Where a line in the records below includes "circle", pull that line out.

BEGIN

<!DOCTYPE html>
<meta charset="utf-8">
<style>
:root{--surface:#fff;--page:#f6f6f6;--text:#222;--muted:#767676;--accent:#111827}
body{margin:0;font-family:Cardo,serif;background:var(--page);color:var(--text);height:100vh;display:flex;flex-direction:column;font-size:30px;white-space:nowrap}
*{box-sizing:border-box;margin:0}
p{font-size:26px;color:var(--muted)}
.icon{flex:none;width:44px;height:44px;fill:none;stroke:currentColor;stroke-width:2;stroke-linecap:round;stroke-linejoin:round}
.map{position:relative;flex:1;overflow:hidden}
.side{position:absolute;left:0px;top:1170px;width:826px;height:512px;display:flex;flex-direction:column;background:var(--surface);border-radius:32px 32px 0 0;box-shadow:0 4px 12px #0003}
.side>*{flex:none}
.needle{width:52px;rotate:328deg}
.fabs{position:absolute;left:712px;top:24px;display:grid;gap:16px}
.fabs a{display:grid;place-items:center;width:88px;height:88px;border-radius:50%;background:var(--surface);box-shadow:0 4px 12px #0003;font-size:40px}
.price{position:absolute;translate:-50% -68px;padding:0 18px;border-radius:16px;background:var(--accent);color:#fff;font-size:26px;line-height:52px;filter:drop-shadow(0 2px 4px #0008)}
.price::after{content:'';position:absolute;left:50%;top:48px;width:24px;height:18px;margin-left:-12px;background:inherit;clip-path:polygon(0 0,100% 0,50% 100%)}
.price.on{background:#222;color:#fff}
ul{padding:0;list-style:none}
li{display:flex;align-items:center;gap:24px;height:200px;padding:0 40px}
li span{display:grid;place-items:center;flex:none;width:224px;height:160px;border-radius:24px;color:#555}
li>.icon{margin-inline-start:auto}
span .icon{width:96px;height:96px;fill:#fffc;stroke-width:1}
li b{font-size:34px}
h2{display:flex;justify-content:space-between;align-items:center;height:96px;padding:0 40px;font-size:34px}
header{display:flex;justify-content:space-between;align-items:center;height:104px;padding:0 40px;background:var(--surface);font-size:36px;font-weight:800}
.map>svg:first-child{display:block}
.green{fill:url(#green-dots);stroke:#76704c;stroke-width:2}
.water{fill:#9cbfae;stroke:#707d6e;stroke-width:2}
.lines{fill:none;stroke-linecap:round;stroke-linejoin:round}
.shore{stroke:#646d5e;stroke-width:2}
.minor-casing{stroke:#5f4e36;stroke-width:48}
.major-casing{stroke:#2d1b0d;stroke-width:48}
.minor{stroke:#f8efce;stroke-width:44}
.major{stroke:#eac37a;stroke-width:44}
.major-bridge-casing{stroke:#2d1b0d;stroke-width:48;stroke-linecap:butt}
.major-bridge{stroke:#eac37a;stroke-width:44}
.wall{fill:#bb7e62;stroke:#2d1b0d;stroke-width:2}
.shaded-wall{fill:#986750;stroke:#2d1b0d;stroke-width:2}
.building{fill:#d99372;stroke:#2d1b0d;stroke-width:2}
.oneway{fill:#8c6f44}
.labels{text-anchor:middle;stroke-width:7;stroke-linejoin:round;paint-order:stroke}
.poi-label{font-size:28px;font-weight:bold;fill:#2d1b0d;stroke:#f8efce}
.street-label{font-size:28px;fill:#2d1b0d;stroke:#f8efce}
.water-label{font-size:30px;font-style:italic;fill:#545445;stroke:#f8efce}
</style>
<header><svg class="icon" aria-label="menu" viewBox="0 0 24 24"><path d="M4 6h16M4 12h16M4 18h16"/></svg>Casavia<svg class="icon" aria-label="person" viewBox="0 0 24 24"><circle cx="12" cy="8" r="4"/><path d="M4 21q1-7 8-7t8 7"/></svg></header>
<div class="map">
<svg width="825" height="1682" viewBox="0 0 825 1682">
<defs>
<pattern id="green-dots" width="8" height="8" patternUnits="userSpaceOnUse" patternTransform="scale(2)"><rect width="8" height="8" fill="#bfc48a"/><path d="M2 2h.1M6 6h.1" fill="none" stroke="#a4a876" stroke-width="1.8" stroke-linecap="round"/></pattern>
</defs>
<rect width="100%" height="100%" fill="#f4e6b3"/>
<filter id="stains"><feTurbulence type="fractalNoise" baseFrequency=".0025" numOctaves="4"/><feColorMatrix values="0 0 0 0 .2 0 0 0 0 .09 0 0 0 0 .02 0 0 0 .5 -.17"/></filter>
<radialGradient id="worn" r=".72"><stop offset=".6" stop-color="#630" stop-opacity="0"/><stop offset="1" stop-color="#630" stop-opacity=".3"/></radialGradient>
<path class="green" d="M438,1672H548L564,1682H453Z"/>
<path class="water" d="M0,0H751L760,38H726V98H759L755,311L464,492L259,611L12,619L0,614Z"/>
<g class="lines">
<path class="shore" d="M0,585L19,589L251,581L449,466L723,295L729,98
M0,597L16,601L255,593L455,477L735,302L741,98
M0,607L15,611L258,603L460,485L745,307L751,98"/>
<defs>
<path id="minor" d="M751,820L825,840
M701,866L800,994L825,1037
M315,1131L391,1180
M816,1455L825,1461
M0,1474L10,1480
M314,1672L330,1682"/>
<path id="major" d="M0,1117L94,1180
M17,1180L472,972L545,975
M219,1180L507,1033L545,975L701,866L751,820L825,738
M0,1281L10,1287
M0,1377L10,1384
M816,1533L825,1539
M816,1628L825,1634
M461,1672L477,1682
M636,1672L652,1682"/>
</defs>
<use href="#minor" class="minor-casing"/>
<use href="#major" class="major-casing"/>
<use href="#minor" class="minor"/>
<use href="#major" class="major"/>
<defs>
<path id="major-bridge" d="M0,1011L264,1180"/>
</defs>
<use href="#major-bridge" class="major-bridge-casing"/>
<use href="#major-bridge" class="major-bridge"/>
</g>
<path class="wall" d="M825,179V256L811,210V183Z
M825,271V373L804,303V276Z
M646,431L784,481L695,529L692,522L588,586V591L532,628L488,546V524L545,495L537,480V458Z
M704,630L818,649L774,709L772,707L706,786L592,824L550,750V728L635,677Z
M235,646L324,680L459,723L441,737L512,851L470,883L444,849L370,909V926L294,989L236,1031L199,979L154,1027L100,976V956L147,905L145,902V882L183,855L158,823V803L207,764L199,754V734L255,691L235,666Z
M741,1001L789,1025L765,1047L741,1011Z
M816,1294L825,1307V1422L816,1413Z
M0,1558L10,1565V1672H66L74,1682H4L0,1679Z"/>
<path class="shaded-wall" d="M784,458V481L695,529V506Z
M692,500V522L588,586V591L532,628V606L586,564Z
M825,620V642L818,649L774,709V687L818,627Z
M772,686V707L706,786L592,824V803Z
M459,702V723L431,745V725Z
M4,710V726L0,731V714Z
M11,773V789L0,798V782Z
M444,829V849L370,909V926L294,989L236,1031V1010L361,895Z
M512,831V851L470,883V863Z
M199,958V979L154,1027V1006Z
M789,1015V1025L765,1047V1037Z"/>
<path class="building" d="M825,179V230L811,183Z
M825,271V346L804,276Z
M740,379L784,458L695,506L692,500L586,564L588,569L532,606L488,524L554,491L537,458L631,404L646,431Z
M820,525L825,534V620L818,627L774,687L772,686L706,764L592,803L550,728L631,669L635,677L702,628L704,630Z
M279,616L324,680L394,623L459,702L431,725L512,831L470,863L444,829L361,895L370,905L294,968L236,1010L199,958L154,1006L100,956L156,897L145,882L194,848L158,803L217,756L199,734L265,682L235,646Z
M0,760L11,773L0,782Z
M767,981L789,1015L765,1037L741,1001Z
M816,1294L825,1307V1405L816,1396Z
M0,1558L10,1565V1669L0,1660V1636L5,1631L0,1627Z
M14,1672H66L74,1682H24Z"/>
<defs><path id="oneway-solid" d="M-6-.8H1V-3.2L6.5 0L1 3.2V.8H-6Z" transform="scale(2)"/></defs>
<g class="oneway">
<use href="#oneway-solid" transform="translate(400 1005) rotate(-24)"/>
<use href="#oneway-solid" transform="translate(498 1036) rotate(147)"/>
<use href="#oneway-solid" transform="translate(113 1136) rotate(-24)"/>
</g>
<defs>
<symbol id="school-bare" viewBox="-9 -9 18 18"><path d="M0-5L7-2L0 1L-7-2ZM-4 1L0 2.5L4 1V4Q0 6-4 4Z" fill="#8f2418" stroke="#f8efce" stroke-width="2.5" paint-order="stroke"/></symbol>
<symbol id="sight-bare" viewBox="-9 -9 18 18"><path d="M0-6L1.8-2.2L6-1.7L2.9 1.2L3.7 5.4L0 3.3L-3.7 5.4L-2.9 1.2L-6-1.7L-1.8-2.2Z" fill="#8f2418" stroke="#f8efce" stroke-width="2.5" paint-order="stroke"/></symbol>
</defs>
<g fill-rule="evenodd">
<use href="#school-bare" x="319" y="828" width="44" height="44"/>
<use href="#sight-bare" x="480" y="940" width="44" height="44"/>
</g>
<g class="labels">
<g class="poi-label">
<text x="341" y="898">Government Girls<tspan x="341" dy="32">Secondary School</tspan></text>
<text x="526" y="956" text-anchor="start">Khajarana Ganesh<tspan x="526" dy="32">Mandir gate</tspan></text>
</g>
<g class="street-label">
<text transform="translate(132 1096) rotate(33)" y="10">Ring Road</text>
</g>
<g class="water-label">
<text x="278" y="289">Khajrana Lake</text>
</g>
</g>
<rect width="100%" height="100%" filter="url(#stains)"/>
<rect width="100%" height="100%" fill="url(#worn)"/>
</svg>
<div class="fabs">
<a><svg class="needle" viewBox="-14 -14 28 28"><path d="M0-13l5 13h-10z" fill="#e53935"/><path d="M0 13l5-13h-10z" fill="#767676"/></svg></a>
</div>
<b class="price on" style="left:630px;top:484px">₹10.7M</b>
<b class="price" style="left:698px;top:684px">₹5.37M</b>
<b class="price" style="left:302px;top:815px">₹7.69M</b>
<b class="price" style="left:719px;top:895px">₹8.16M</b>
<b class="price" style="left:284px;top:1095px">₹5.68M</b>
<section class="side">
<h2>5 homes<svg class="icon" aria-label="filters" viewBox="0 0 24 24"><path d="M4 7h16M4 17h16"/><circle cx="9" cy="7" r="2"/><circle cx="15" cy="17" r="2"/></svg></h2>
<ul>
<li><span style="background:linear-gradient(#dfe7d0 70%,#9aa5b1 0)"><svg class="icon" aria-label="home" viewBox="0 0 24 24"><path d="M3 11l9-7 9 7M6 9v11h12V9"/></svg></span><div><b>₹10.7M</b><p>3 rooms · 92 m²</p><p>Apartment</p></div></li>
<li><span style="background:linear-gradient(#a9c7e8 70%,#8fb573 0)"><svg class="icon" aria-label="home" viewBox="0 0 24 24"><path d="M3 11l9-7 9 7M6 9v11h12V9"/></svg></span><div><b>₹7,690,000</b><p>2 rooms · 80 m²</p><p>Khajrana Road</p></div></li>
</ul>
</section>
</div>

END

* **Response area**:
<header><svg class="icon" aria-label="menu" viewBox="0 0 24 24"><path d="M4 6h16M4 12h16M4 18h16"/></svg>Casavia<svg class="icon" aria-label="person" viewBox="0 0 24 24"><circle cx="12" cy="8" r="4"/><path d="M4 21q1-7 8-7t8 7"/></svg></header>
<h2>5 homes<svg class="icon" aria-label="filters" viewBox="0 0 24 24"><path d="M4 7h16M4 17h16"/><circle cx="9" cy="7" r="2"/><circle cx="15" cy="17" r="2"/></svg></h2>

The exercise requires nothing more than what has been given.